Source data
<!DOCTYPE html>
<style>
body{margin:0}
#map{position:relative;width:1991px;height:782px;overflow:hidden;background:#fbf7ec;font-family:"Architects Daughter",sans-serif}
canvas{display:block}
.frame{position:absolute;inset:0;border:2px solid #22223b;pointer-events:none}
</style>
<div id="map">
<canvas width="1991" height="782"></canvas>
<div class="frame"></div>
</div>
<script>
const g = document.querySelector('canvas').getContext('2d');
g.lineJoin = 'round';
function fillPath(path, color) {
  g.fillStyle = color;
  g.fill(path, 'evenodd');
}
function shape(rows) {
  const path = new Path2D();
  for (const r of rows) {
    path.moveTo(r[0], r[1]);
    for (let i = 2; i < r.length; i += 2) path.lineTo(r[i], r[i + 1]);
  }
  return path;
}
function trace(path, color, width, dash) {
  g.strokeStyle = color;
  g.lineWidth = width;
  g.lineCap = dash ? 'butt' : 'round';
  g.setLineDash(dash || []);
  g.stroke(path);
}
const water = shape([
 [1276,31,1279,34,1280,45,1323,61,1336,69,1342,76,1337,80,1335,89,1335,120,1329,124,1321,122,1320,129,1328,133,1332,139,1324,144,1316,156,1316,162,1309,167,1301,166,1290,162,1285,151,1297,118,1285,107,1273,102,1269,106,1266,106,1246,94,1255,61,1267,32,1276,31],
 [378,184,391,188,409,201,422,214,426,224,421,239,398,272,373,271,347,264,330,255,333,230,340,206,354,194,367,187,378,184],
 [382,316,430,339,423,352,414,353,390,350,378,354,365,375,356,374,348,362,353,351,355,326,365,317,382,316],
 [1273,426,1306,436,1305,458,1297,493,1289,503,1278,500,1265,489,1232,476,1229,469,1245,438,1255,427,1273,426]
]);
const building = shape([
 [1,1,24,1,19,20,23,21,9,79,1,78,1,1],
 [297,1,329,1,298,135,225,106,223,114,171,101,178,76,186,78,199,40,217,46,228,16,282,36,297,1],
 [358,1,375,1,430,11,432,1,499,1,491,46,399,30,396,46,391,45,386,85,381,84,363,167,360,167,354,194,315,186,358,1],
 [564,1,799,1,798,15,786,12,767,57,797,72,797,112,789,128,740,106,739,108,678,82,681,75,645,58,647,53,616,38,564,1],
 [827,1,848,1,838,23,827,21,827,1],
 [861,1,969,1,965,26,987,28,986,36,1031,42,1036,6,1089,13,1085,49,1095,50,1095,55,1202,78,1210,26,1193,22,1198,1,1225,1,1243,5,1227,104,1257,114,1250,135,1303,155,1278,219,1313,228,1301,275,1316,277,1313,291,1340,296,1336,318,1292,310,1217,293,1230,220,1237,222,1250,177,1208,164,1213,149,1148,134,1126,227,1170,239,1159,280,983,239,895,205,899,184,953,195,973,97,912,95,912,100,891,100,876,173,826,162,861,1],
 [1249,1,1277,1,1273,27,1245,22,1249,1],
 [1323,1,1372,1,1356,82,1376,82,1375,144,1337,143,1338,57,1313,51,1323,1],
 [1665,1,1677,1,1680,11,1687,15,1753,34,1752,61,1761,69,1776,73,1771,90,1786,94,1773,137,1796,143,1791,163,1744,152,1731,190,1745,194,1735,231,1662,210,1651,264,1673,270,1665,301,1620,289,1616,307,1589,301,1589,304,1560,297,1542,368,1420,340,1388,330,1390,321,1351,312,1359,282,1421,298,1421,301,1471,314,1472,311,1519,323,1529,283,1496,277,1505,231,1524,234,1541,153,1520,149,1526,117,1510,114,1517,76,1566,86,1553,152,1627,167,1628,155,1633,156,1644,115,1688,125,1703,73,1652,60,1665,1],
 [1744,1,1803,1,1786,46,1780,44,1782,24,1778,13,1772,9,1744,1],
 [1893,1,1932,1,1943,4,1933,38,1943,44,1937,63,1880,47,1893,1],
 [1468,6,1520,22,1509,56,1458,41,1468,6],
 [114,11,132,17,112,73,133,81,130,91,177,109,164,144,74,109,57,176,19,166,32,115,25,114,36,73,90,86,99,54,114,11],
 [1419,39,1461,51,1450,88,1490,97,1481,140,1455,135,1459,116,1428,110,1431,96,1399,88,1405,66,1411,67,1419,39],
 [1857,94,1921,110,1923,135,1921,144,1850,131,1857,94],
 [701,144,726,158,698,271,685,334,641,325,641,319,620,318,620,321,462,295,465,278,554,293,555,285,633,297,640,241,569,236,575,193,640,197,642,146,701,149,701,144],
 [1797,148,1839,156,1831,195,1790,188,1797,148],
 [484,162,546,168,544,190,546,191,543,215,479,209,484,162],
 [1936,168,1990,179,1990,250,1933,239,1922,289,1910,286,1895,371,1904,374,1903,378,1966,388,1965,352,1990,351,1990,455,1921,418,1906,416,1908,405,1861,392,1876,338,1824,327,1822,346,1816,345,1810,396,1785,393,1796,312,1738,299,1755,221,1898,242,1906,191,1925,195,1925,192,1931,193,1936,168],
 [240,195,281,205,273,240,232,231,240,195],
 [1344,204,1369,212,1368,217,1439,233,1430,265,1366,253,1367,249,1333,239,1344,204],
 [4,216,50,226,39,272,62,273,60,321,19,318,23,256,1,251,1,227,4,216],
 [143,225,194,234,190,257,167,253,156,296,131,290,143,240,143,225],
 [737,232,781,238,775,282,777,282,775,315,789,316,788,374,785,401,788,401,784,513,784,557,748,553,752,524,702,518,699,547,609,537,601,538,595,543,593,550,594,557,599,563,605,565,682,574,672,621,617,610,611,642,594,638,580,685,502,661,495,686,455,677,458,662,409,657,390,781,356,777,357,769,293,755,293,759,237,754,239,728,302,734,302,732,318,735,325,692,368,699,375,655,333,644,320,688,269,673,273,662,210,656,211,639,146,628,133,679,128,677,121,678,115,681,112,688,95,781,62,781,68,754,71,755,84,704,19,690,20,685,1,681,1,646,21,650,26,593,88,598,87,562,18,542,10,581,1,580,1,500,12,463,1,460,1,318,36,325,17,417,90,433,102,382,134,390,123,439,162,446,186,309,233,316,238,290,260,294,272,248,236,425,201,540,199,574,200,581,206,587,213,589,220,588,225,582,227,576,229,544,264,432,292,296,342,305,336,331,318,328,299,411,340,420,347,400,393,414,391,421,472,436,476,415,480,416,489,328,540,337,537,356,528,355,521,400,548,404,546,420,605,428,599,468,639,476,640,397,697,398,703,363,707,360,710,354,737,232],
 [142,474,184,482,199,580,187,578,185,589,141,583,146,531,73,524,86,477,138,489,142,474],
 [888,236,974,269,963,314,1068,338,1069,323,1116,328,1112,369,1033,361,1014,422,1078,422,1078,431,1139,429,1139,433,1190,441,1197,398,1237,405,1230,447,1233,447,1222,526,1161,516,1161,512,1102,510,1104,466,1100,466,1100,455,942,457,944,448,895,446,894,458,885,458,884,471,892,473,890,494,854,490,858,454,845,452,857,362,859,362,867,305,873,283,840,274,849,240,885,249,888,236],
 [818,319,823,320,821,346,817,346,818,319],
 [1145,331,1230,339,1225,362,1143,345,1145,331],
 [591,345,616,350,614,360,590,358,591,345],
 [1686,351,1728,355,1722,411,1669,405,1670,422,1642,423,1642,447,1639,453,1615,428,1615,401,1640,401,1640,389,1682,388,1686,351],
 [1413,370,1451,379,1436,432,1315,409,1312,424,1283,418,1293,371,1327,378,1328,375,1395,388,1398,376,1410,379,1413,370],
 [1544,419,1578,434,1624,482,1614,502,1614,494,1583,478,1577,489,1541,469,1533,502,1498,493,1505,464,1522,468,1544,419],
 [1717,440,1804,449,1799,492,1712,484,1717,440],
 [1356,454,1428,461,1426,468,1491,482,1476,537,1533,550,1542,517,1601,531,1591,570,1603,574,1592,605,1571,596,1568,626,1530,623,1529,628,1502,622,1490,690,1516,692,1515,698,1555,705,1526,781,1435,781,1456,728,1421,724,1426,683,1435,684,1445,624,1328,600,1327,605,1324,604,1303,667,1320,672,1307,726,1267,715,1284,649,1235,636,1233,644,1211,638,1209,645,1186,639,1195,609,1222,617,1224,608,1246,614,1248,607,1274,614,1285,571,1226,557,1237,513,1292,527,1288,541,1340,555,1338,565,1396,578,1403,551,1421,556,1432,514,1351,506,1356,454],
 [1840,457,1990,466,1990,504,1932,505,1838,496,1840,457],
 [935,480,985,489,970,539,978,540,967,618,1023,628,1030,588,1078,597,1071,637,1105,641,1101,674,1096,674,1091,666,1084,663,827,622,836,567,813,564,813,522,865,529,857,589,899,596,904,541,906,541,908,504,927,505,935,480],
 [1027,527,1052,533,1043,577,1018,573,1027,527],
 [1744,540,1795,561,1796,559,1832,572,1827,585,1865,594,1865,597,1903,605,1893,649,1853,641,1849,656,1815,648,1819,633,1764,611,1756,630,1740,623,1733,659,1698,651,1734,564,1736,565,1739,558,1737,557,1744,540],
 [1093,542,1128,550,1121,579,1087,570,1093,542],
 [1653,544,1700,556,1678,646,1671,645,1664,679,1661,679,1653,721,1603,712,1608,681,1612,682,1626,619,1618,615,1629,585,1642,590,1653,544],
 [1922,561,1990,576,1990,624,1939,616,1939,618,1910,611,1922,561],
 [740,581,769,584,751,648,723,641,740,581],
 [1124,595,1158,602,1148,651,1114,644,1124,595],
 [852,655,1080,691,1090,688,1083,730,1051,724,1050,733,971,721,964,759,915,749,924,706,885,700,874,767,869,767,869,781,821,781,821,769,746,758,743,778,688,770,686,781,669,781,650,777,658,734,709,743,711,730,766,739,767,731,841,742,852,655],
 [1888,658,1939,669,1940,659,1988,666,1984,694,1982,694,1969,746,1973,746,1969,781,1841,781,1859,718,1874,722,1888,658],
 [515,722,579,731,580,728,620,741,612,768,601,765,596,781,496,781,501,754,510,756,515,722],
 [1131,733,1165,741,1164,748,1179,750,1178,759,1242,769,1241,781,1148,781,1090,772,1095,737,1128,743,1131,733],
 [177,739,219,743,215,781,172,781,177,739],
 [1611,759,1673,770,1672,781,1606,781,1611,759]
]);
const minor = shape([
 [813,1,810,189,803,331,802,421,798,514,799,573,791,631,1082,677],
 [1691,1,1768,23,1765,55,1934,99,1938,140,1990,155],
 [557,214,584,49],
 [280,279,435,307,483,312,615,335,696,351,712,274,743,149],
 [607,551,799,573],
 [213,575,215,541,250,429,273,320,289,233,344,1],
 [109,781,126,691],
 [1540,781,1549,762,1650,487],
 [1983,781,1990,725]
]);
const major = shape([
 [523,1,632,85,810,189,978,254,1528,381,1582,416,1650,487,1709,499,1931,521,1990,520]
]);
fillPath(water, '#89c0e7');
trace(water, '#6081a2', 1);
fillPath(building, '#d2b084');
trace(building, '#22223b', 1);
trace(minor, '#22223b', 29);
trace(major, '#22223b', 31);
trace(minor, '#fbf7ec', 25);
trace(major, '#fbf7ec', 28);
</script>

Exercise
Take every line above carrying "rows" and return it.

Solution to this exercise
function shape(rows) {
  for (const r of rows) {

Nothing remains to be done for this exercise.